I hope my remarks above make it clear that my approach is a serious one, seeking (as in this Missa Brevis) to express above all the meaning of the words. There is no “what style shall I adopt?” still less some “specifically designed” route to a spurious aim. That would be the world of the commercial jingle! To try to reflect in musical terms these words of colossal power is a daunting challenge. It does not happen overnight. It takes weeks/months of thought on details and on the crafting necessary to make a complete work of convincing design.
I will be delighted if choirs are drawn to this new work. Certainly Ex Cathedra told me they enjoyed singing it, and their founder and conductor, Jeffrey Skidmore, whose whole career has been building choirs, has expressed the view that this piece should have a future. He also remarked in rehearsal that although the score had at first seemed straightforward, to execute the many detailed markings and nuances turned out to be a challenge. A clear texture may be more difficult to hide behind than a thicket of supposedly brilliant complexity.
Cheerfulness in sacred music is an interesting point. I shall never forget the experience of singing as a student in Haydn’s Nelson Mass. That uninhibited Gloria expresses to me the composer’s oft- quoted words “Whenever I think of God I can only conceive of Him as a Being infinitely great and infinitely good. This last quality of the divine nature inspires me with such confidence and joy that I could have written even a Miserere in tempo allegro.”
Your 1968 setting Kano takes the words of a Scottish poet, responding to his perceptions of Nigeria. Half a century on, we’re now perhaps more alert to the complicated nature of this outside perspective than we once were;
The words mentioning “jet planes” place the song in its time. As I observe in the liner notes, it is right that those of us with a colonial past identify the wrongs and admit them. But there are other narratives too. Here was a young Nigerian leader – robed and gracious – attending an international conference on behalf of his country. A fellow delegate who knew something of Kano at that time, and clearly loved what he knew, wished to offer the Emir a welcome. A special song was one way of doing it. (The custom has applied over many centuries and through many cultures). The gesture was respectful and genuine, and of its time. The chorus that sang the song, many in their various national costumes, symbolised a welcome to the Emir into that international community.

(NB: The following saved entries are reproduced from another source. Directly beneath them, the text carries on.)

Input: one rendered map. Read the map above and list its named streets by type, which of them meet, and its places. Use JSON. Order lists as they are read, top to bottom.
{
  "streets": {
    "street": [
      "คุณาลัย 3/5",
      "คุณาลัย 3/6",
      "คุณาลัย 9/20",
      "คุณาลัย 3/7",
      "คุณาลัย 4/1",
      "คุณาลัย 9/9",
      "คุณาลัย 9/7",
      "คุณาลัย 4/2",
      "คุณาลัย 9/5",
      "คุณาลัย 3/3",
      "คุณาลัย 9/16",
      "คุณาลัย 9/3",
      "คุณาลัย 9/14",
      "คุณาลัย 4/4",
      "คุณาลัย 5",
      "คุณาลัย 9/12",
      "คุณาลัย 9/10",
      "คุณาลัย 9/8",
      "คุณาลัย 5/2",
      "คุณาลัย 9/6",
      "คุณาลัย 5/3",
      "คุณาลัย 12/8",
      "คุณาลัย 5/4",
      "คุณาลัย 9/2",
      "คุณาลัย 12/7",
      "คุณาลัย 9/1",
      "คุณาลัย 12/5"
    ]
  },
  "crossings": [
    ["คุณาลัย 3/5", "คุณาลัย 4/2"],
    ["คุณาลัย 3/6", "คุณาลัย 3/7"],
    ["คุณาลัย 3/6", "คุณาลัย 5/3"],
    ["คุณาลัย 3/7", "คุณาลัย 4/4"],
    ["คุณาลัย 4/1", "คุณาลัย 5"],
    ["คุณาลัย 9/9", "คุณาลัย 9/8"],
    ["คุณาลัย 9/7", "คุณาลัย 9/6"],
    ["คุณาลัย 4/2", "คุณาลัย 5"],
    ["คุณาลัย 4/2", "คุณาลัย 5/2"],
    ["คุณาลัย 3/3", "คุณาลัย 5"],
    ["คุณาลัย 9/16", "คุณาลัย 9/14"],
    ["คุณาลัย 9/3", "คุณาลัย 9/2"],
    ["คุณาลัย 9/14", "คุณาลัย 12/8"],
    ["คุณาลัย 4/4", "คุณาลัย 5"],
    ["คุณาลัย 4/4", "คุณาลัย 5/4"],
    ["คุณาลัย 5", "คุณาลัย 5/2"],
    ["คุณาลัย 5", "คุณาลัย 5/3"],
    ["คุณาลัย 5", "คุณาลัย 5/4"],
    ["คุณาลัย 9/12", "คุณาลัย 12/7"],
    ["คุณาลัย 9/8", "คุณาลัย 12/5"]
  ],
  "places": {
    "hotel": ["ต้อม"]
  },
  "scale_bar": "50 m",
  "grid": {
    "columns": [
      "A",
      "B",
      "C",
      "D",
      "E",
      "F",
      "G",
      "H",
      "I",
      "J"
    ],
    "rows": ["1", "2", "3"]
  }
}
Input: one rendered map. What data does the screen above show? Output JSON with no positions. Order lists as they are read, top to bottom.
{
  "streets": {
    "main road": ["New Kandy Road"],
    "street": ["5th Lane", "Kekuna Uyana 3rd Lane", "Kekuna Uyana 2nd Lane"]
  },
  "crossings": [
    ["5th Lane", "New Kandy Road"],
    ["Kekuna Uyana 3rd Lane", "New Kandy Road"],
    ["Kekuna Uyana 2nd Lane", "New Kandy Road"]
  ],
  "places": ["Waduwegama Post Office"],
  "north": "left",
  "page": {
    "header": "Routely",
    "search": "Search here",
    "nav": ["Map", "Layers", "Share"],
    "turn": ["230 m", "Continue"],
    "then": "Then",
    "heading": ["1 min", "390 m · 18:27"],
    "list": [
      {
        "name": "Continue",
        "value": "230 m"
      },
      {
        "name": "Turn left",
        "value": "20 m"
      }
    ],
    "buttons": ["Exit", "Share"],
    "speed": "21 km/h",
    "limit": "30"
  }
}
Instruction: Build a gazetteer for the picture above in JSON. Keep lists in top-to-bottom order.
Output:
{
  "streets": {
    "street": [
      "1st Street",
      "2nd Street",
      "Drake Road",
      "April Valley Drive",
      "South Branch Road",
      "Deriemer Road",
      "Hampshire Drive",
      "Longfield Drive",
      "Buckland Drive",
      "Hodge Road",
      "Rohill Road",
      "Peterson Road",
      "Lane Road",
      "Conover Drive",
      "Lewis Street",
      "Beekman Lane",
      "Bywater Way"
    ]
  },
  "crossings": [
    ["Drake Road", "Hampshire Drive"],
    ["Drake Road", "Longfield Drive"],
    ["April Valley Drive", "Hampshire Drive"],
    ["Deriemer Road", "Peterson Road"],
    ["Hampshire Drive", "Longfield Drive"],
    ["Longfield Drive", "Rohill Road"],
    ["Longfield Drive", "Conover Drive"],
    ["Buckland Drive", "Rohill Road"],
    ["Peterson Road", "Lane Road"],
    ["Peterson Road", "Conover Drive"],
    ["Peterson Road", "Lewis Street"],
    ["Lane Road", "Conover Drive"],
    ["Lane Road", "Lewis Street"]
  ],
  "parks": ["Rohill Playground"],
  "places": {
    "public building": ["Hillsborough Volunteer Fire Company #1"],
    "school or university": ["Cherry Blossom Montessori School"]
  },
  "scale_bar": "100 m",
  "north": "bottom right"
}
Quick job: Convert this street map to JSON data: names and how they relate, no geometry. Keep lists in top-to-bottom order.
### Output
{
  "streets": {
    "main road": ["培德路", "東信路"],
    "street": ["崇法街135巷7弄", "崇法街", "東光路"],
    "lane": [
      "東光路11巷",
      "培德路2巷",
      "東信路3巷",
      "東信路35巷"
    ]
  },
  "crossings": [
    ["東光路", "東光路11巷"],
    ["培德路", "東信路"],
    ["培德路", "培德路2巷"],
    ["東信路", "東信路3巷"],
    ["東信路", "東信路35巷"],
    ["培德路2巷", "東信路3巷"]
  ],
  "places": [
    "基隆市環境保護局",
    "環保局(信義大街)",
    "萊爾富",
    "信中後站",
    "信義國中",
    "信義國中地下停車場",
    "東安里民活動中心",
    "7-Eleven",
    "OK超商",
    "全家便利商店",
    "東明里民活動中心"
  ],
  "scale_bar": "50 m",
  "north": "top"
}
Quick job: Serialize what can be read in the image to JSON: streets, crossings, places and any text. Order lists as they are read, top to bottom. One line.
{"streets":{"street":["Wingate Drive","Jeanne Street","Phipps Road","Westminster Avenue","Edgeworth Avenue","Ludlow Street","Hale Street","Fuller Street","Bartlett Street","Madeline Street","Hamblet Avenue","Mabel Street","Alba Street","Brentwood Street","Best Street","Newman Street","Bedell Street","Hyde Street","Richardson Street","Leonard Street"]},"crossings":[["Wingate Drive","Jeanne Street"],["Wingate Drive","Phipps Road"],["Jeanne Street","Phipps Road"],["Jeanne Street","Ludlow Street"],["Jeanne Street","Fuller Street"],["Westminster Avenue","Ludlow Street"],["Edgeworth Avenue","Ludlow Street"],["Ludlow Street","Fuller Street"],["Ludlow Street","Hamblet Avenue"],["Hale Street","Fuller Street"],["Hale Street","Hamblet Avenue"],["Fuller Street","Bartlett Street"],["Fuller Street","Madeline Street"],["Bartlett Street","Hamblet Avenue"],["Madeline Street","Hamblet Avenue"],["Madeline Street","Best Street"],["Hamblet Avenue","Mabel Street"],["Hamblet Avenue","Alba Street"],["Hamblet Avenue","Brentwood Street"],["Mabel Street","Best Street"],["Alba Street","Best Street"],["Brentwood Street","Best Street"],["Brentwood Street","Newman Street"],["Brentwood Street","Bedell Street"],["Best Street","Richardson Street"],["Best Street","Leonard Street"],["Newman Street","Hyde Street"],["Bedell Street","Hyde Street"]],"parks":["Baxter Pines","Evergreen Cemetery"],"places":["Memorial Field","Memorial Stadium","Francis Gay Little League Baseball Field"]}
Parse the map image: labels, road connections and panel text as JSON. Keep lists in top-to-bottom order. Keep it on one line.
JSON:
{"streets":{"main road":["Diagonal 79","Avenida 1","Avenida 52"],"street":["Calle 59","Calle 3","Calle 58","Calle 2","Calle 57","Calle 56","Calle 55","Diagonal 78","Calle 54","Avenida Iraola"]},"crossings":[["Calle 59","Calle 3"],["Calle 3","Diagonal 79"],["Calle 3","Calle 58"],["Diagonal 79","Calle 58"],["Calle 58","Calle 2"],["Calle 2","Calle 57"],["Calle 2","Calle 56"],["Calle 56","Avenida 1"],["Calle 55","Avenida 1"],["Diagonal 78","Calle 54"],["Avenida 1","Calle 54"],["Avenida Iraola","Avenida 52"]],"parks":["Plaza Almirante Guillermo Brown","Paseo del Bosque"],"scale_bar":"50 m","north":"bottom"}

So the question "do you think Kano could have been written today?" would seem to disregard a sense of historical, and perhaps social perspective. The words of Kano are wholly appreciative and valuing of Africa’s richness in cultures – something worth bringing forward at any time.
You mention being aware, when writing the Mass, of how many settings of the same words already existed. The Shakespeare Songs also feature some commonly-set texts – did you find the existence of other settings a hindrance, an inspiration, or maybe neither?
It will be for listeners to decide if they enjoy and find something fresh in my settings. I do hope so.
I avoided reminding myself of other settings, although years ago I loved singing some of the Quilter ones. All my life I have loved Shakespeare’s words for their intrinsic music - and felt why add to it? Well partly, because Shakespeare wrote them as songs. All of these ones, by the way, are set outdoors, it seems. The bucolic idea is strong. But there is so much packed into these lines. ‘When icicles hang by the wall’, for example: every phrase suggests a different scene and a different mood. I greatly enjoyed trying to project that.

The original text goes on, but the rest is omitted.